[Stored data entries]
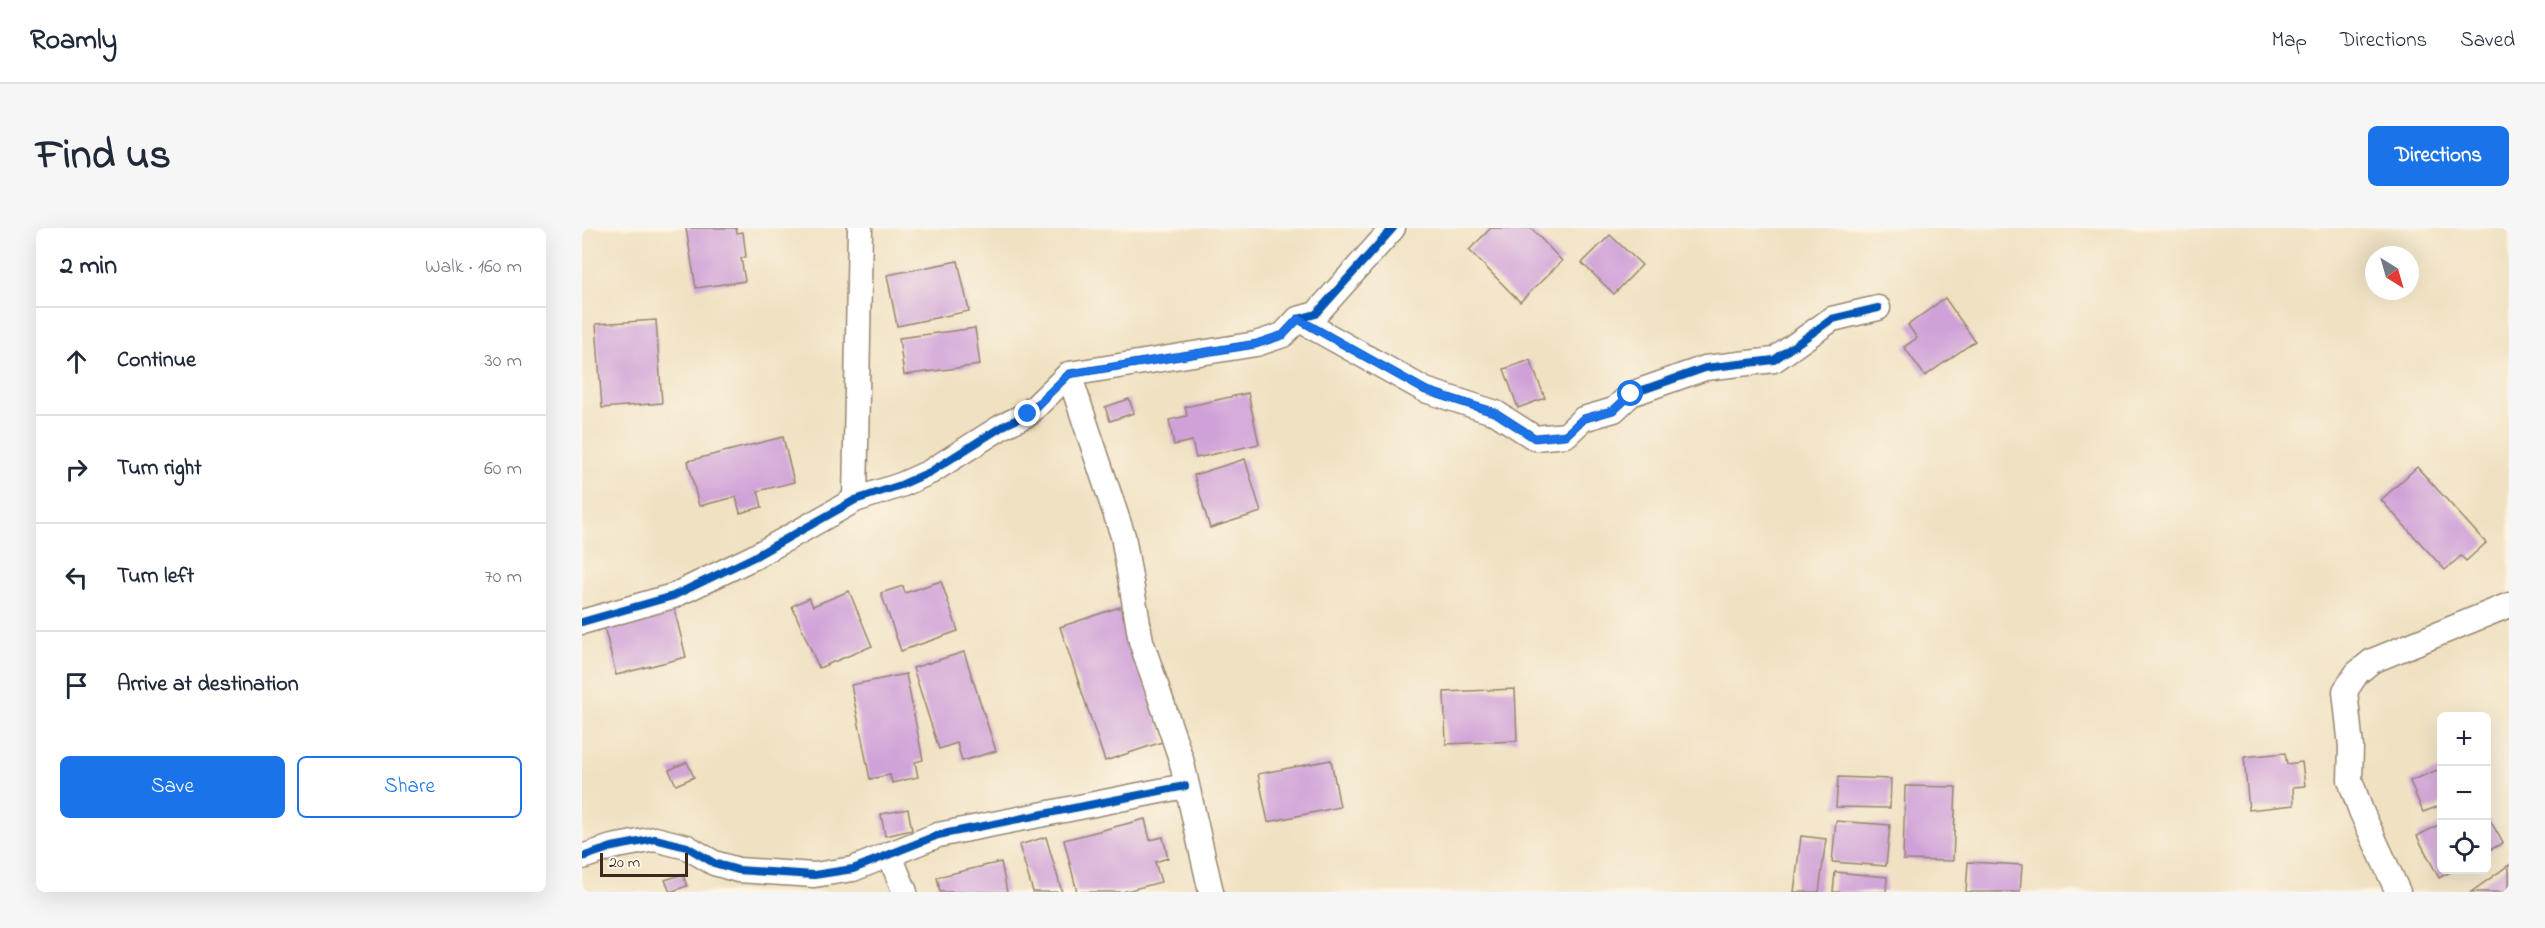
<!DOCTYPE html>
<meta charset="utf-8">
<style>
:root{--surface:#fff;--page:#f6f6f7;--text:#1f2937;--muted:#747a83;--line:#e0e1e3;--accent:#1a73e8}
body{margin:0;font-family:"Indie Flower",sans-serif;background:var(--page);color:var(--text)}
.controls{position:absolute;right:18px;bottom:18px;display:grid;overflow:hidden;border-radius:9px;box-shadow:0 6px 24px #0002}
.controls button{width:54px;height:54px;display:grid;place-items:center;padding:0;border:0;border-bottom:2px solid var(--line);background:var(--surface);color:var(--text);font:30px sans-serif}
.compass{position:absolute;left:1783px;top:18px;width:54px;height:54px;border-radius:50%;background:var(--surface);box-shadow:0 6px 24px #0002;rotate:143deg}
.scale{position:absolute;left:18px;bottom:15px;width:88px;box-sizing:border-box;padding-left:6px;border:3px solid #3b2a1e;border-top:0;font-size:16px;line-height:21px;white-space:nowrap;color:#3b2a1e;-webkit-text-stroke:4px #fcf5e5;paint-order:stroke}
.stop{position:absolute;width:18px;height:18px;margin:-14px;border:4px solid #1a73e8;border-radius:50%;background:#fff}
.stop.end{background:#1a73e8;border-color:#fff;box-shadow:0 2px 6px #0008}
.list{margin:0;padding:0;list-style:none}
h2{display:flex;justify-content:space-between;align-items:center;height:78px;margin:0;padding:0 24px;font-size:26px}
h2 small{font-size:20px;font-weight:400;color:var(--muted)}
.list li{display:grid;grid-template-columns:39px 1fr auto;gap:18px;align-items:center;box-sizing:border-box;height:108px;padding:0 24px;border-top:2px solid var(--line)}
.list b{display:block;font-size:22px;white-space:nowrap}
.list em{font-size:20px;font-style:normal;color:var(--muted)}
.actions{display:flex;gap:12px;padding:18px 24px}
.actions a{flex:1;padding:14px 0;border:2px solid var(--accent);border-radius:9px;text-align:center;font-size:21px;color:var(--accent)}
.actions .main{background:var(--accent);color:#fff}
.icon{flex:none;width:33px;height:33px;fill:none;stroke:currentColor;stroke-width:2;stroke-linecap:round;stroke-linejoin:round}
.map{position:relative;flex:none;width:1927px;height:664px;overflow:hidden;border-radius:9px}
header{display:flex;align-items:center;gap:36px;box-sizing:border-box;height:84px;padding:0 30px;background:var(--surface);border-bottom:2px solid var(--line)}
header strong{font-size:28px}
nav{display:flex;gap:33px;margin-inline-start:auto;font-size:21px}
.intro{display:flex;align-items:center;justify-content:space-between;box-sizing:border-box;height:144px;padding:0 36px}
h1{margin:0;font-size:42px}
.button{padding:15px 27px;border-radius:9px;background:var(--accent);color:#fff;font-size:21px;font-weight:700}
main{display:flex;gap:36px;padding:0 36px}
aside{flex:1;background:var(--surface);border-radius:9px;box-shadow:0 6px 24px #0002}
.map>svg:first-child{display:block}
.building{fill:#cfa1d8}
.lines{fill:none;stroke-linecap:round;stroke-linejoin:round}
.street-casing{stroke:#968670;stroke-width:27}
.street{stroke:#fff;stroke-width:24}
.cycleway-casing{stroke:#fcf5e5;stroke-width:11}
.cycleway{stroke:#0057b8;stroke-width:8}
.route{stroke:#1a73e8;stroke-width:8}
</style>
<header>
<strong>Roamly</strong>
<nav><a>Map</a><a>Directions</a><a>Saved</a></nav>
</header>
<div class="intro"><h1>Find us</h1><a class="button">Directions</a></div>
<main>
<aside>
<h2>2 min<small>Walk · 160 m</small></h2>
<ul class="list">
<li><svg class="icon" aria-label="ahead" viewBox="0 0 24 24"><path d="M12 20V5M6 11l6-6 6 6"/></svg><div><b>Continue</b></div><em>30 m</em></li>
<li><svg class="icon" aria-label="right" viewBox="0 0 24 24"><path d="M7 20v-9h11M14 6l5 5-5 5"/></svg><div><b>Turn right</b></div><em>60 m</em></li>
<li><svg class="icon" aria-label="left" viewBox="0 0 24 24"><path d="M17 20v-9H6M10 6l-5 5 5 5"/></svg><div><b>Turn left</b></div><em>70 m</em></li>
<li><svg class="icon" aria-label="arrive" viewBox="0 0 24 24"><path d="M6 21V4h12l-3 4 3 4H6"/></svg><div><b>Arrive at destination</b></div></li>
</ul>
<div class="actions"><a class="main">Save</a><a>Share</a></div>
</aside>
<div class="map">
<svg width="1927" height="664" viewBox="0 0 1927 664">
<rect width="100%" height="100%" fill="#fcf5e5"/>
<filter id="ink" filterUnits="userSpaceOnUse"><feTurbulence type="fractalNoise" baseFrequency=".0167" numOctaves="2"/><feDisplacementMap in="SourceGraphic" scale="12" xChannelSelector="R" yChannelSelector="G"/><feConvolveMatrix kernelMatrix="1 2 1 2 8 2 1 2 1" color-interpolation-filters="sRGB"/></filter>
<filter id="wash" filterUnits="userSpaceOnUse"><feTurbulence type="fractalNoise" baseFrequency=".008" numOctaves="4" result="noise"/><feDisplacementMap in="SourceGraphic" scale="24" xChannelSelector="R" yChannelSelector="G"/><feGaussianBlur stdDeviation="1.35" result="paint"/><feColorMatrix in="noise" values="0 0 0 0 0 0 0 0 0 0 0 0 0 0 0 0 0 1.4 0 .05"/><feComposite in="paint" operator="in"/></filter>
<g filter="url(#wash)">
<rect width="100%" height="100%" fill="#f0e1c2"/>
<g id="blocks">
<!-- building -->
<g class="building">
<polygon points="104,0 154,0 155,5 161,4 164,29 159,30 163,53 114,60"/>
<polygon points="909,0 949,0 980,33 938,74 887,22"/>
<polygon points="1028,7 1060,37 1032,66 1000,35"/>
<polygon points="376,33 387,83 315,98 305,47"/>
<polygon points="1363,70 1393,113 1343,148 1322,119 1335,110 1326,97"/>
<polygon points="74,92 80,175 20,180 14,96"/>
<polygon points="393,100 398,137 322,147 317,110"/>
<polygon points="948,132 963,170 936,180 922,141"/>
<polygon points="666,165 677,216 614,230 610,213 592,217 587,192 605,188 603,179"/>
<polygon points="547,171 552,185 528,193 523,179"/>
<polygon points="201,209 212,254 176,263 180,279 158,285 154,269 117,278 106,233"/>
<polygon points="663,231 679,284 628,300 612,247"/>
<polygon points="1835,239 1904,315 1884,333 1879,328 1863,342 1799,272"/>
<polygon points="359,353 376,403 319,423 299,365 321,358 323,365"/>
<polygon points="267,363 290,418 237,440 210,378 227,370 231,378"/>
<polygon points="538,379 583,513 523,533 478,399"/>
<polygon points="92,380 104,429 34,447 22,398"/>
<polygon points="382,424 414,523 380,533 375,515 357,521 331,440"/>
<polygon points="324,446 341,532 333,534 336,549 310,555 308,547 288,551 269,457"/>
<polygon points="933,461 935,513 864,516 862,464"/>
<polygon points="1703,525 1705,536 1720,534 1723,558 1711,559 1712,577 1667,582 1662,529"/>
<polygon points="749,532 758,579 686,594 676,546"/>
<polygon points="105,534 112,549 94,557 87,542"/>
<polygon points="1860,540 1860,577 1841,584 1828,553"/>
<polygon points="1256,549 1309,551 1308,580 1254,579"/>
<polygon points="1323,558 1374,559 1371,633 1321,632"/>
<polygon points="326,581 330,602 303,608 299,586"/>
<polygon points="1904,585 1921,615 1904,624"/>
<polygon points="563,591 568,612 581,609 586,630 573,634 579,654 540,664 495,664 482,612"/>
<polygon points="1254,593 1308,597 1304,638 1250,634"/>
<polygon points="1860,595 1860,642 1872,642 1857,650 1835,608"/>
<polygon points="1219,608 1244,611 1237,664 1212,664"/>
<polygon points="464,609 480,664 451,664 437,617"/>
<polygon points="419,634 425,664 358,664 355,649"/>
<polygon points="1386,634 1440,637 1438,664 1384,664"/>
<polygon points="1927,637 1927,664 1889,664"/>
<polygon points="1253,644 1305,649 1304,664 1251,664"/>
<polygon points="101,646 105,658 88,664 83,652"/>
</g>
</g>
</g>
<g filter="url(#ink)">
<use href="#blocks" fill-opacity="0" stroke="#968670" stroke-width="1.5"/>
<g class="lines">
<defs>
<g id="street">
<polyline points="716,91 843,162 914,185 953,210 984,207 1001,191 1032,182 1049,166 1123,140 1192,132 1250,91 1296,80"/>
<polyline points="487,146 541,308 559,413 599,531 629,664"/>
<polyline points="273,272 278,0"/>
<polyline points="0,394 91,368 172,329 273,272 319,257 348,244 421,198 446,186 487,146 674,116 701,107 716,91 734,86 811,0"/>
<polyline points="307,626 323,664"/>
<polyline points="0,629 30,619 73,611 105,619 132,635 156,642 232,647 271,641 356,607 603,558"/>
<polyline points="1816,664 1779,583 1768,552 1769,519 1763,463 1775,445 1790,433 1927,377"/>
</g>
</defs>
<!-- street casing -->
<use href="#street" class="street-casing"/>
<!-- street -->
<use href="#street" class="street"/>
<defs>
<g id="cycleway">
<polyline points="716,91 843,162 914,185 953,210 984,207 1001,191 1032,182 1049,166 1123,140 1192,132 1250,91 1296,80"/>
<polyline points="0,394 91,368 172,329 273,272 319,257 348,244 421,198 446,186 487,146 674,116 701,107 716,91 734,86 811,0"/>
<polyline points="0,629 30,619 73,611 105,619 132,635 156,642 232,647 271,641 356,607 603,558"/>
</g>
</defs>
<!-- cycleway casing -->
<use href="#cycleway" class="cycleway-casing"/>
<!-- cycleway -->
<use href="#cycleway" class="cycleway"/>
</g>
</g>
<g class="lines" filter="url(#ink)">
<!-- route -->
<polyline class="route" points="446,186 487,146 674,116 701,107 716,91 843,162 914,185 952,210 984,207 1001,191 1032,182 1049,166"/>
</g>
</svg>
<div class="controls">
<button>+</button>
<button>−</button>
<button><svg class="icon" aria-label="locate" viewBox="0 0 24 24"><circle cx="12" cy="12" r="6"/><path d="M12 2v4M12 18v4M2 12h4M18 12h4"/></svg></button>
</div>
<svg class="compass" viewBox="-18 -18 36 36"><path d="M0-13l5 13h-10z" fill="#e53935"/><path d="M0 13l5-13h-10z" fill="#747a83"/></svg>
<div class="scale">20 m</div>
<div class="stop" style="left:1049px;top:166px"></div>
<div class="stop end" style="left:446px;top:186px"></div>
</div>
</main>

- GOAL OF THE EXERCISE: Tally the lines in the records above that hold the word "label", and give only that number.

- ANSWER SPACE: 5